EXERCISE REQUIREMENTS >> With the first line as the start and the line containing "0 #8a765a) drop-shadow(-2px" as the end, write out every line of the records exactly.

DATA SUPPLIED >>
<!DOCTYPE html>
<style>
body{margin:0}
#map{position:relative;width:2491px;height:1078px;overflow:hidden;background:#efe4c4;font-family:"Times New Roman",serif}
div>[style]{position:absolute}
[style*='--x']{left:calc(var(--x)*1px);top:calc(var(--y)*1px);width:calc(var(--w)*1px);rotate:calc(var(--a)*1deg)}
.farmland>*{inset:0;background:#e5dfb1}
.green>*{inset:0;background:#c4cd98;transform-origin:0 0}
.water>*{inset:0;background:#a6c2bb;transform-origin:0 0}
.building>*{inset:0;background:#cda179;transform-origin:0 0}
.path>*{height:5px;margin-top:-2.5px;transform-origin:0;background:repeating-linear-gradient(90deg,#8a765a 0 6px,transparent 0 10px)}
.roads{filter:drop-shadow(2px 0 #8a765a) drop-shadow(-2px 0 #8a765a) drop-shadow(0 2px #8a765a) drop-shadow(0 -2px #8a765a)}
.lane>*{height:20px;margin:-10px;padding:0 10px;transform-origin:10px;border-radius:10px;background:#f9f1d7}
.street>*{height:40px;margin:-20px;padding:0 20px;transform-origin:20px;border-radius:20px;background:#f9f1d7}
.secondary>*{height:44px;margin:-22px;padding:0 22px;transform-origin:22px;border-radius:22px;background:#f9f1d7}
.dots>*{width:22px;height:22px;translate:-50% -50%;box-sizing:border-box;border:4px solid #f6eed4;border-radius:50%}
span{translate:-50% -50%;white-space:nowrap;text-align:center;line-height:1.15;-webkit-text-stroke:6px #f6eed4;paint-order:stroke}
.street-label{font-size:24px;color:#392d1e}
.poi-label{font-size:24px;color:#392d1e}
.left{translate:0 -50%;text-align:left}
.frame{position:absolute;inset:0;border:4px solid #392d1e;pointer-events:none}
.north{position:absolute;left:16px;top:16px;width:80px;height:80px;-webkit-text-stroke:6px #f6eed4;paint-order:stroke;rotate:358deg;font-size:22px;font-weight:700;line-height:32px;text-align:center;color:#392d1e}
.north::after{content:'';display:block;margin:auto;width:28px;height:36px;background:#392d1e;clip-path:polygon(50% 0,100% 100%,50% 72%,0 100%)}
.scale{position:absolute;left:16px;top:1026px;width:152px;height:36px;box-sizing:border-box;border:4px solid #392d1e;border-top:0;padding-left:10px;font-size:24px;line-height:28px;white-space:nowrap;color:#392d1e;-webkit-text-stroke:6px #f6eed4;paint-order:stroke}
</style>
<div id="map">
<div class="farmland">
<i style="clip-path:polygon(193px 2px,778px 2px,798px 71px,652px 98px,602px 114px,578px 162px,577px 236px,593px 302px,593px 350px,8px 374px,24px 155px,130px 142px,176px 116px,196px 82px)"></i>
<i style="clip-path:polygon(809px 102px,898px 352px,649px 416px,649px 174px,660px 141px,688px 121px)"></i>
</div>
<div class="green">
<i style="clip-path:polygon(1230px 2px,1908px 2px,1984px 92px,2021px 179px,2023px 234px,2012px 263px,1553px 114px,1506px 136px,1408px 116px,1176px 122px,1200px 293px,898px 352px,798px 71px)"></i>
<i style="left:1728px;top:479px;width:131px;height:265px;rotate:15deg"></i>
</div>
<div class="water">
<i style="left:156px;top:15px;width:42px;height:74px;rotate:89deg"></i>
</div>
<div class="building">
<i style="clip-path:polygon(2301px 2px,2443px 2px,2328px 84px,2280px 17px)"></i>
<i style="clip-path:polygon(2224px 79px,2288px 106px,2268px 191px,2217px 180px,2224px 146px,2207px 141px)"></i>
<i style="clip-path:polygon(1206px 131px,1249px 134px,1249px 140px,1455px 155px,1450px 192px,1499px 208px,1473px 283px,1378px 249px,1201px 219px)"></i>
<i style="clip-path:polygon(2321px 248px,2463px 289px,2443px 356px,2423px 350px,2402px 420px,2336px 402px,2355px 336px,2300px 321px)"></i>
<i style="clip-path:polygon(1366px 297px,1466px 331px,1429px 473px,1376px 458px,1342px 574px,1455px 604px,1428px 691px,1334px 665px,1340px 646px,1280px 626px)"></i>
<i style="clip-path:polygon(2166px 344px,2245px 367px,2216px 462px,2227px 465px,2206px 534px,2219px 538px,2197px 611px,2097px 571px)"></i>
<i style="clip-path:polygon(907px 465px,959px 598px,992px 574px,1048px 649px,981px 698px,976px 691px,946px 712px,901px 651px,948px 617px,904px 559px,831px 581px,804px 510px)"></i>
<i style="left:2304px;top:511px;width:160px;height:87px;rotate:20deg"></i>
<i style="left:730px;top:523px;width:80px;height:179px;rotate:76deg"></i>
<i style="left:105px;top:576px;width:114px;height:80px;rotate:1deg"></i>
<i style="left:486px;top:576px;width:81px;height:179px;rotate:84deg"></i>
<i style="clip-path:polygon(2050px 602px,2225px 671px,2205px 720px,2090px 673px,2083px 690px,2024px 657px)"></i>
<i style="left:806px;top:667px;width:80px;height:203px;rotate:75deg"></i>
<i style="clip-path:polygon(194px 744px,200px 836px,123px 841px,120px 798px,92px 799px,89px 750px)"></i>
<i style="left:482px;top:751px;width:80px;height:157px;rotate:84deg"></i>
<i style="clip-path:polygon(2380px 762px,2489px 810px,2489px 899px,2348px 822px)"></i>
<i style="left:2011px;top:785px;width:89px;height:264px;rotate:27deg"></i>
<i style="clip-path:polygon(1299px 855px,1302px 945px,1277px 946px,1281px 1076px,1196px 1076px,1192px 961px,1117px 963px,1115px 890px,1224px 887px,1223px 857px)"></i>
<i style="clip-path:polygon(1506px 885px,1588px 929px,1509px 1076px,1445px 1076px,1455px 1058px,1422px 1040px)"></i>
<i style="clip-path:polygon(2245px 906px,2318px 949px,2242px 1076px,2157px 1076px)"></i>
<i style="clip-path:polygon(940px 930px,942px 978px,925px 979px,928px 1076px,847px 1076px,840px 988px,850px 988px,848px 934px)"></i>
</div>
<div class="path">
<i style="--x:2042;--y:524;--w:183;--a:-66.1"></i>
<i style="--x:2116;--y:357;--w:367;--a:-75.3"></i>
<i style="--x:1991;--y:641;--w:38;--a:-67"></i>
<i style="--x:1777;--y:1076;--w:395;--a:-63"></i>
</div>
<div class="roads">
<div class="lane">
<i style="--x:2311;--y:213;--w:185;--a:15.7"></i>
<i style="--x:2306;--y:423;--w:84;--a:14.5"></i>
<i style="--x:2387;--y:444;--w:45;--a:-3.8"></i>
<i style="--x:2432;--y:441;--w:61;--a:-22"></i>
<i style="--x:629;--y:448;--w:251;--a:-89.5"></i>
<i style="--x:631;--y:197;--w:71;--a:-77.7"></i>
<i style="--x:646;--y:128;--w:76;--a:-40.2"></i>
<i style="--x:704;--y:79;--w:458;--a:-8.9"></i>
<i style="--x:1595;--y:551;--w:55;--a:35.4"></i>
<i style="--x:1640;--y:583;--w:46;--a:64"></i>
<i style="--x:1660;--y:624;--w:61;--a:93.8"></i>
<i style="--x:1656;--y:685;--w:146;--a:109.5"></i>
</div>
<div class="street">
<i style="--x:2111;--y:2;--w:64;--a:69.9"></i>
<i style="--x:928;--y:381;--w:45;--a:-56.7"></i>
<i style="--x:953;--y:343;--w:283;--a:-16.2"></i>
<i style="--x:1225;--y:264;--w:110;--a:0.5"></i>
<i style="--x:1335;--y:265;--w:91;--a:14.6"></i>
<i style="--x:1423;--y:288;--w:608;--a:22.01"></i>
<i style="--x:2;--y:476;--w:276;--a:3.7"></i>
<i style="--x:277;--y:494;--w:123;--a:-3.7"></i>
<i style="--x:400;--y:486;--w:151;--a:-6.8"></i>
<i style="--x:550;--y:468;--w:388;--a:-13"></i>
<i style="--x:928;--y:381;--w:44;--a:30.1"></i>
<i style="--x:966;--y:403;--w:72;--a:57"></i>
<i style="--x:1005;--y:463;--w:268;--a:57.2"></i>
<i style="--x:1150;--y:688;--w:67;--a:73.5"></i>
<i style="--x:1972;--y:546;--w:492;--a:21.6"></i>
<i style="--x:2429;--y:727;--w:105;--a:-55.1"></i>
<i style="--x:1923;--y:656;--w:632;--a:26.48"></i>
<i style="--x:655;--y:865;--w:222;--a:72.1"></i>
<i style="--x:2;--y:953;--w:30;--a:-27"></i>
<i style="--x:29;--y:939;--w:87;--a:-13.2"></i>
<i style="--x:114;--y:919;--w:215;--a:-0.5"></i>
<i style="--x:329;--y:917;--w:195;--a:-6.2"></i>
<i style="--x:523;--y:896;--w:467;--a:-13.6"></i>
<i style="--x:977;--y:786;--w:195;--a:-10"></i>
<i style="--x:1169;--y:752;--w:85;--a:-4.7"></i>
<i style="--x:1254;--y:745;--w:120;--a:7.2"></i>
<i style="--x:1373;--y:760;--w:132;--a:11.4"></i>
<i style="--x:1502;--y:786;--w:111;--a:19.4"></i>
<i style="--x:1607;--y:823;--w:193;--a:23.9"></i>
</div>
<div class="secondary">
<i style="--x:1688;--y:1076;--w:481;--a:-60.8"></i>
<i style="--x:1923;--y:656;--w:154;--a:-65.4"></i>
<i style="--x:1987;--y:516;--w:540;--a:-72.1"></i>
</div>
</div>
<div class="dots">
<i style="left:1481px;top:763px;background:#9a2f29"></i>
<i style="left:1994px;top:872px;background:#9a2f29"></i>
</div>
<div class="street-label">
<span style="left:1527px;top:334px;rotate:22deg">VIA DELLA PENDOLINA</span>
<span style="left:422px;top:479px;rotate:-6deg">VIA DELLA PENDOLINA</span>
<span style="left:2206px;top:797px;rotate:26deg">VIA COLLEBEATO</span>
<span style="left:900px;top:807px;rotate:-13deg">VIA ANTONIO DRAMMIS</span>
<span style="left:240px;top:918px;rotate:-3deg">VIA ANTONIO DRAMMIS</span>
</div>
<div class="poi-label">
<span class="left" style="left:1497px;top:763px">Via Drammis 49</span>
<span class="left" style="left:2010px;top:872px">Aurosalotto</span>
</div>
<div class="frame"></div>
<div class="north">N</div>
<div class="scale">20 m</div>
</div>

OUTPUT OF THE TASK >>
<!DOCTYPE html>
<style>
body{margin:0}
#map{position:relative;width:2491px;height:1078px;overflow:hidden;background:#efe4c4;font-family:"Times New Roman",serif}
div>[style]{position:absolute}
[style*='--x']{left:calc(var(--x)*1px);top:calc(var(--y)*1px);width:calc(var(--w)*1px);rotate:calc(var(--a)*1deg)}
.farmland>*{inset:0;background:#e5dfb1}
.green>*{inset:0;background:#c4cd98;transform-origin:0 0}
.water>*{inset:0;background:#a6c2bb;transform-origin:0 0}
.building>*{inset:0;background:#cda179;transform-origin:0 0}
.path>*{height:5px;margin-top:-2.5px;transform-origin:0;background:repeating-linear-gradient(90deg,#8a765a 0 6px,transparent 0 10px)}
.roads{filter:drop-shadow(2px 0 #8a765a) drop-shadow(-2px 0 #8a765a) drop-shadow(0 2px #8a765a) drop-shadow(0 -2px #8a765a)}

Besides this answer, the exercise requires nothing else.